Formatted Title
Evaluation of a New Treatment Amendment to Remove Mercury from Recovered Groundwater/Leachate at a Landfill
Background/Objectives
Groundwater contaminated from a closed, unlined landfill is contained with a series of recovery wells and treated with air strippers to remove volatile organic compounds. Treated water is released to receiving streams via an NPDES permit. A change in a regulatory guidance document required low levels of mercury in the outfall to be treated to an even lower concentration. To this end a low cost and easy to maintain Hg pre-treatment system is being assessed. The Hg pre-treatment system has been developed through a series of increasing size and capacity field-scale pilot systems. A new Hg treatment amendment has been evaluated and has demonstrated the ability to very efficiently removed Hg from the water stream using simple equipment and low amendment dosage rates.
Approach/Activities
The work that has been completed to date has progressed through several phases. The first phase of testing consisted of an initial demonstration of the Hg amendment removal efficiency through a bench-scale batch testing process. Following the success of the bench-scale testing, a field-scale pilot using large diameter (4-in PVC) flow-through columns was completed to evaluate various amendment loading rates, water/amendment contact times, Hg removal efficiency, and amendment longevity. Additional testing was also completed to evaluate the potential for the organics constituents to impact the Hg removal efficiency. The last step of the testing process involved the scale-up of the flow-through columns to a single 55-gal drum. Water from a recovery well having the highest load of Hg was used to evaluate the removal efficiency under the sites most extreme conditions. The single drum testing was designed to evaluate the selected amendment dosage at higher flow rates in order to determine the optimal throughput and other operational parameters that will provide the basis for the design and implementation of a full-scale Hg pre-treatment system.
Results/Lessons Learned
Data from the completed bench-scale testing, flow-through column testing and the single drum testing have been collected and evaluated. The results of the bench-scale study indicated that low dosages of the new Hg amendment had the potential to remove significant concentrations of Hg with removal efficiencies of up to 99%. Additional data from the bench-scale testing will also be presented. The bench-scale study result supported the continued evaluation of the amendment. In the next phase of testing, large diameter flow-through column testing was completed to evaluated three amendment loading rates (1%, 3% and 5% by wt.) with flow rates of up to 0,5 gallons per minute (gpm) over a total testing period of more than 30 days. The results of the large diameter flow-through column testing indicated that a 3% loading rate of the Hg treatment amendment was an optimal dosage.

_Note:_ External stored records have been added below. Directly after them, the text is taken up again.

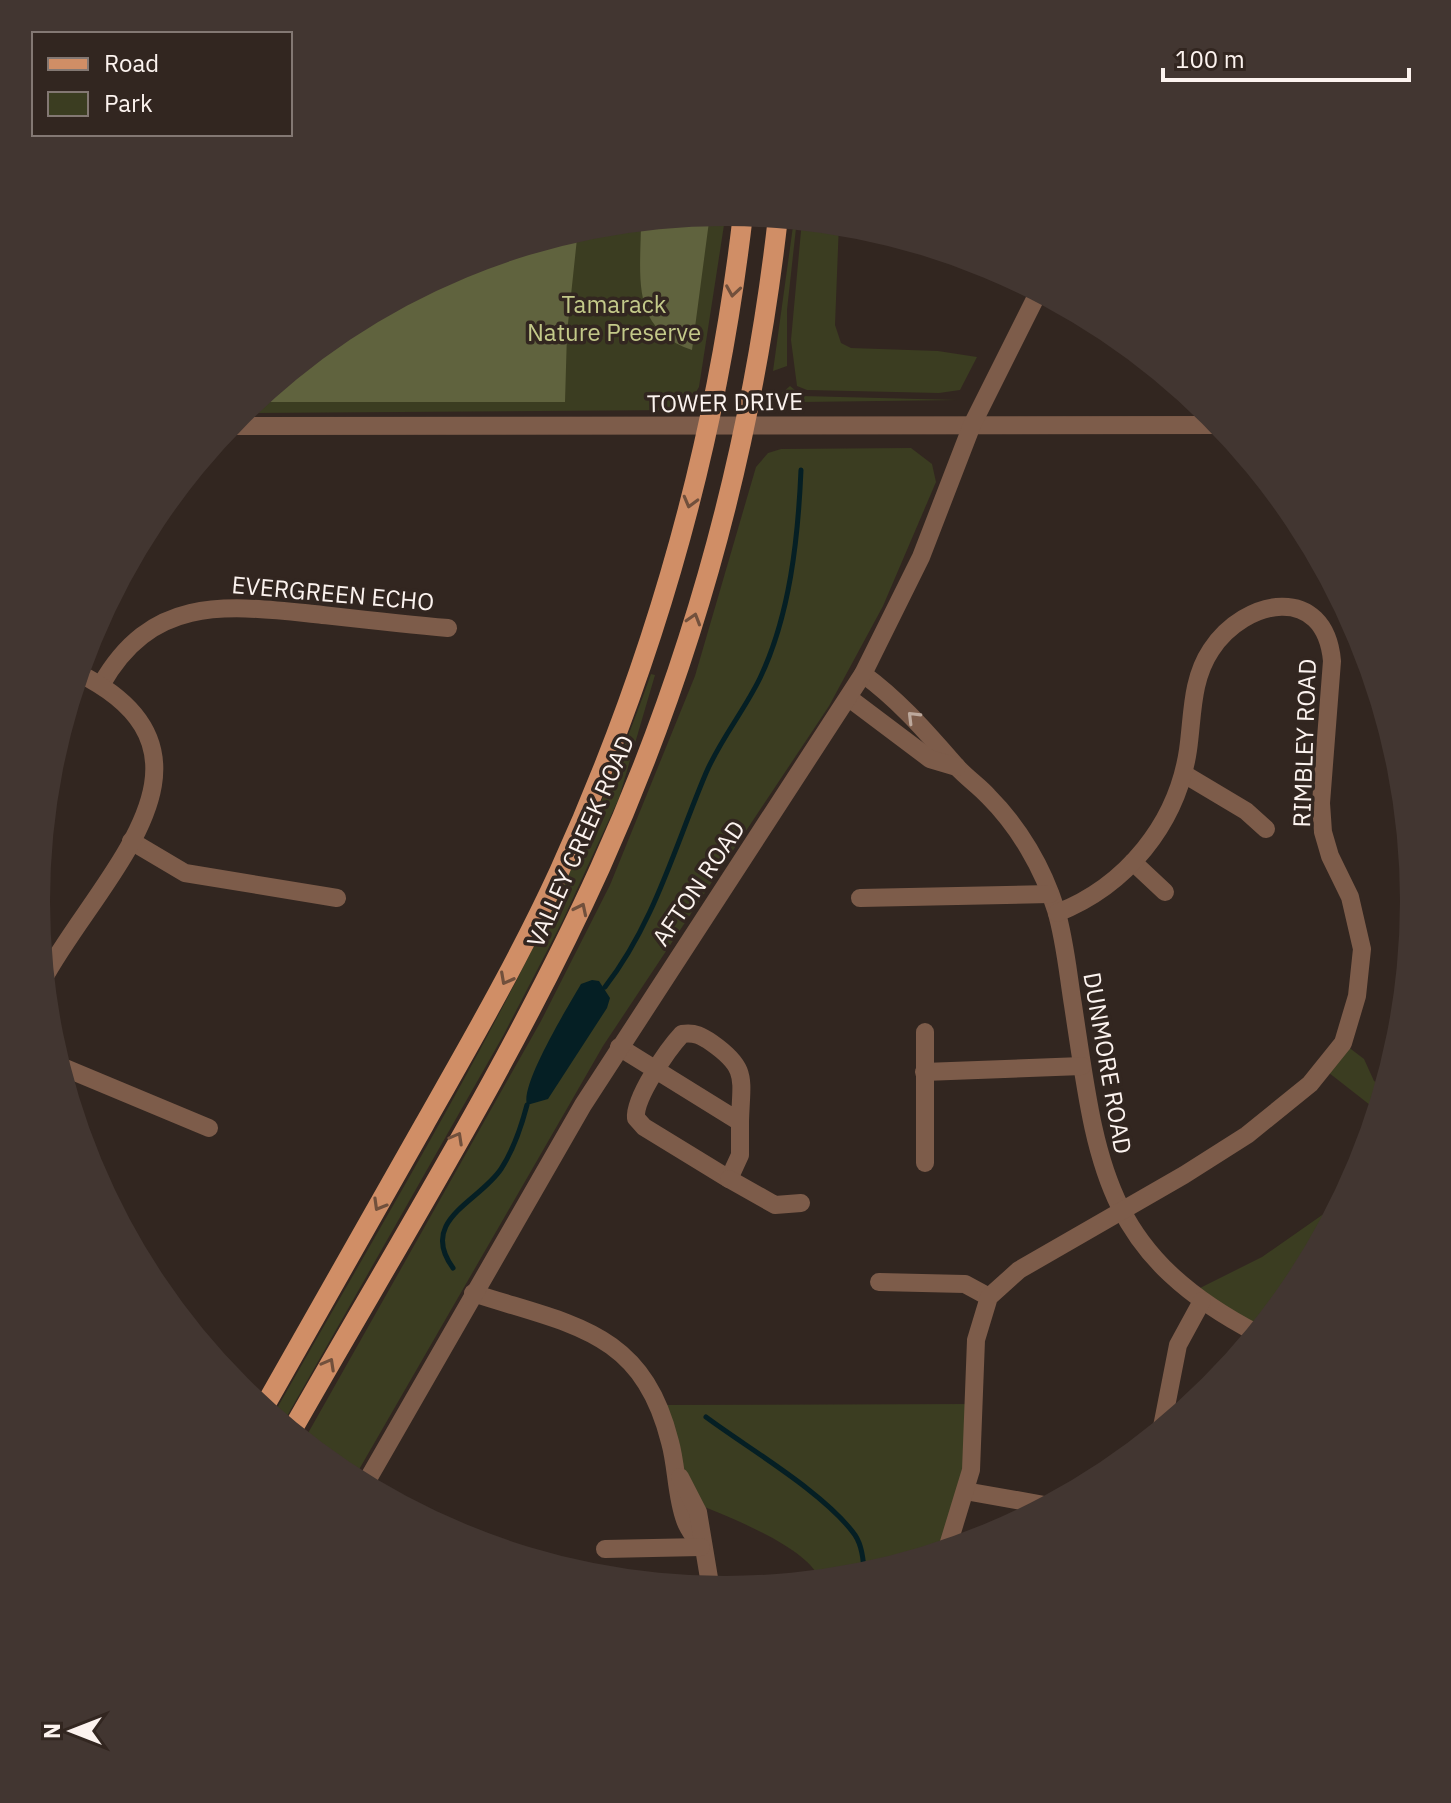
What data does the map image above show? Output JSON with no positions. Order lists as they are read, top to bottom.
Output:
{
  "streets": {
    "main road": ["VALLEY CREEK ROAD"],
    "street": [
      "TOWER DRIVE",
      "EVERGREEN ECHO",
      "RIMBLEY ROAD",
      "AFTON ROAD",
      "DUNMORE ROAD"
    ]
  },
  "crossings": [
    ["TOWER DRIVE", "VALLEY CREEK ROAD"],
    ["TOWER DRIVE", "AFTON ROAD"],
    ["RIMBLEY ROAD", "DUNMORE ROAD"],
    ["AFTON ROAD", "DUNMORE ROAD"]
  ],
  "parks": ["Tamarack Nature Preserve"],
  "legend": ["Road", "Park"],
  "scale_bar": "100 m",
  "north": "left"
}
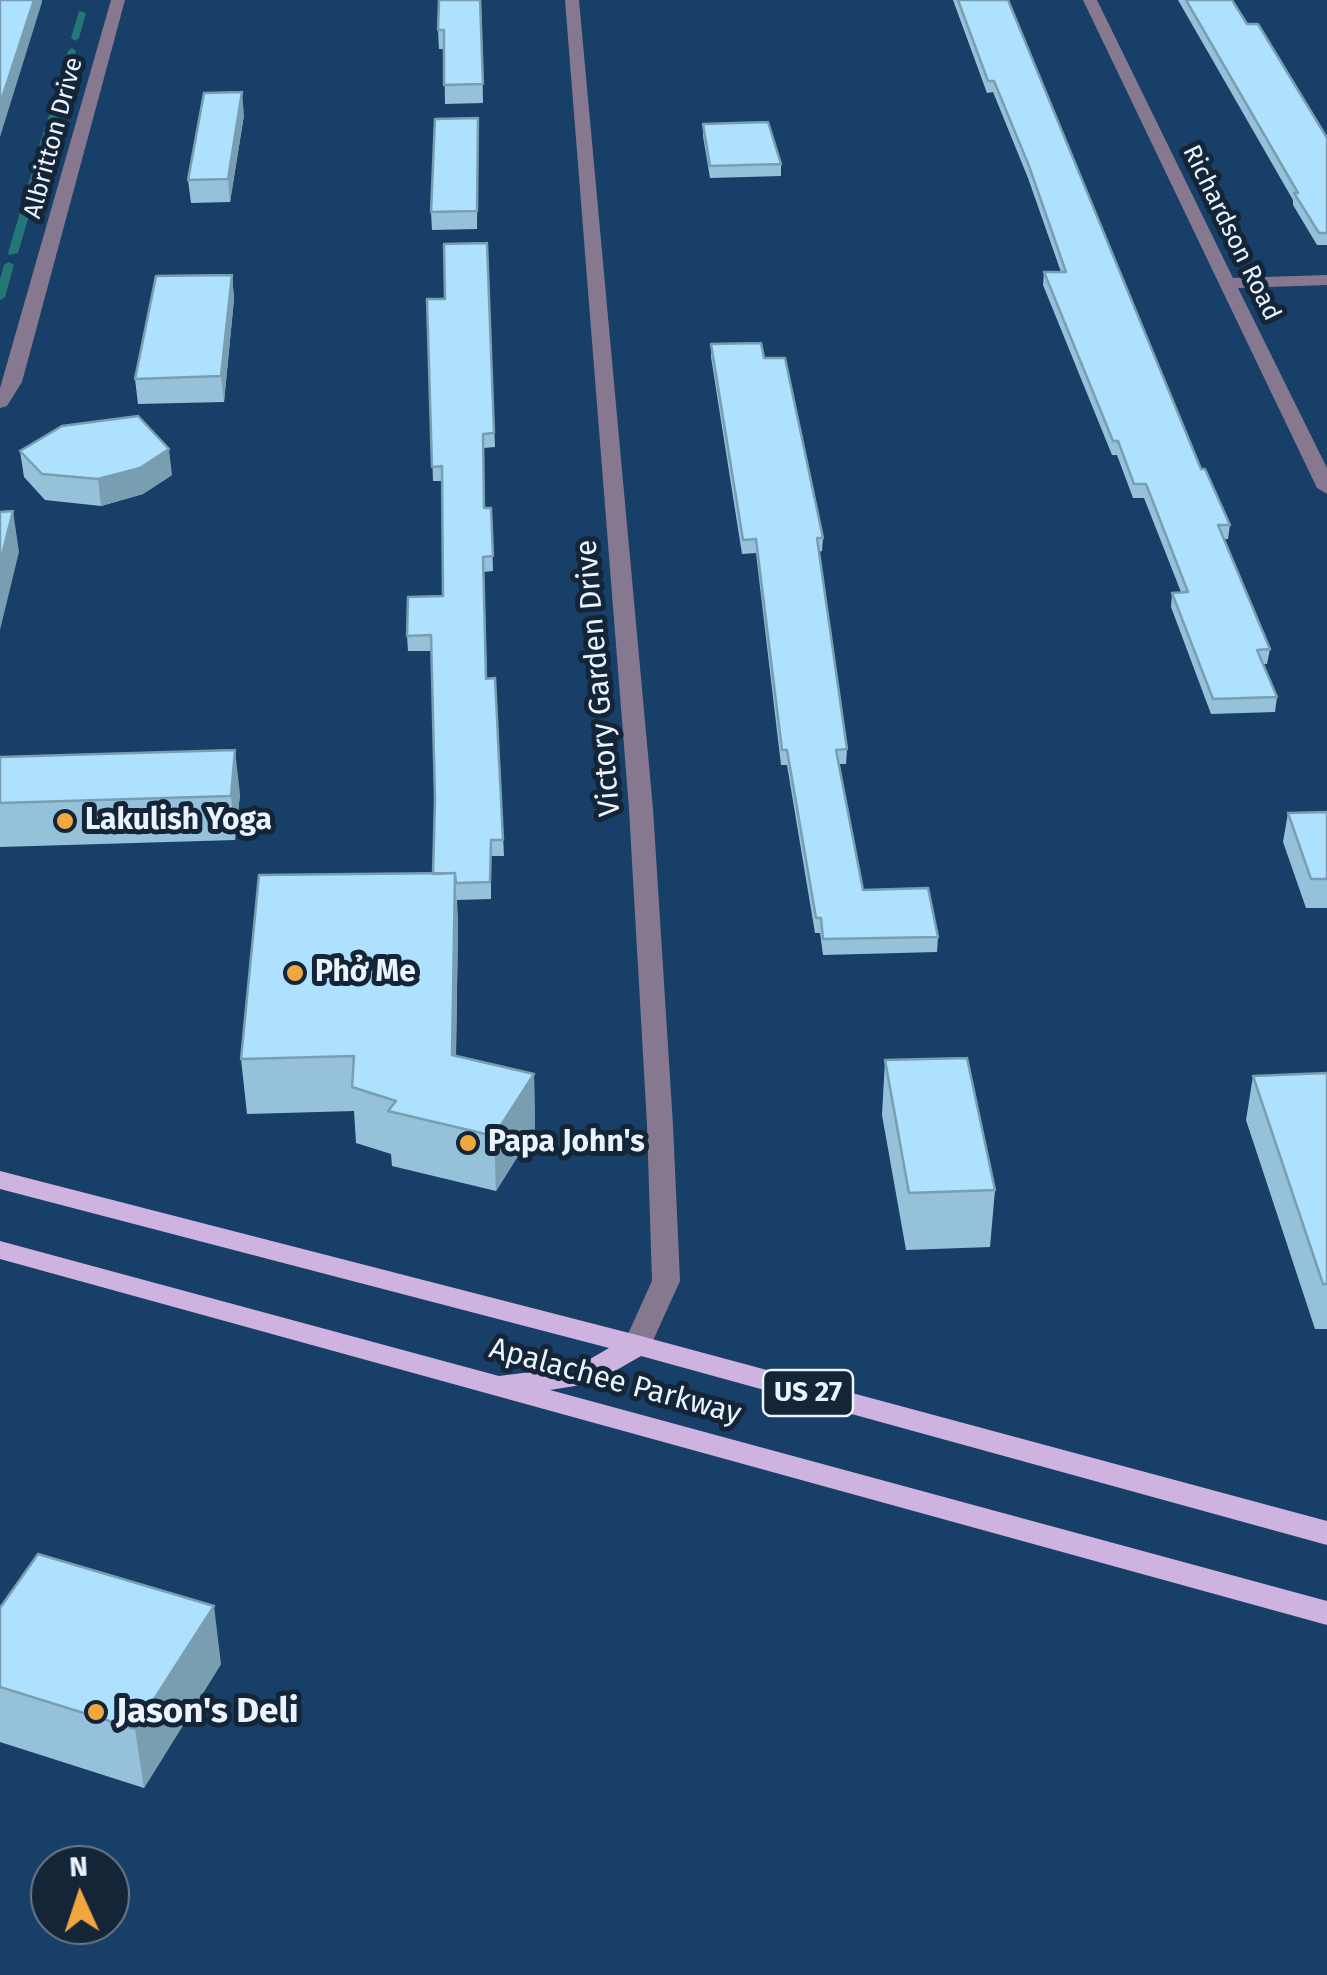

Additionally, the flow-through column results demonstrated that with more than 60,000 pore volumes passing though the columns the Hg removal efficiency was observed to remain consistent between 90-99%, with effluent concentrations in the range of 20-50 ng/L. Additional data from the flow-through column study will also be presented. The flow-through column study results supported the continued evaluation of a larger scale pilot system using the Hg treatment amendment. In the last phase of testing, using a single 55-gal drum, has yielded lessons learned related to modifications to the design and packing of the drum with the treatment media. Modifications to the internal water distribution system and internal filtering media were completed over a series of short-term single drum tests in order to optimize the flow rate through the single drum without significantly impacting the Hg removal efficiency. The current single drum configuration maintains approximately 2 gpm throughput while reducing inlet Hg concentrations from ~795 ng/L to <20 ng/L at the outlet. The single drum testing was subjected to a long-term test of approximately 3 months to provide detailed data for the proof-of-concept and design details for a full-scale treatment system that will treat up to 50 gpm. The results of the long-term testing from the single-drum test will be available for presentation in 2024. Lessons learned throughout the testing process will also be presented.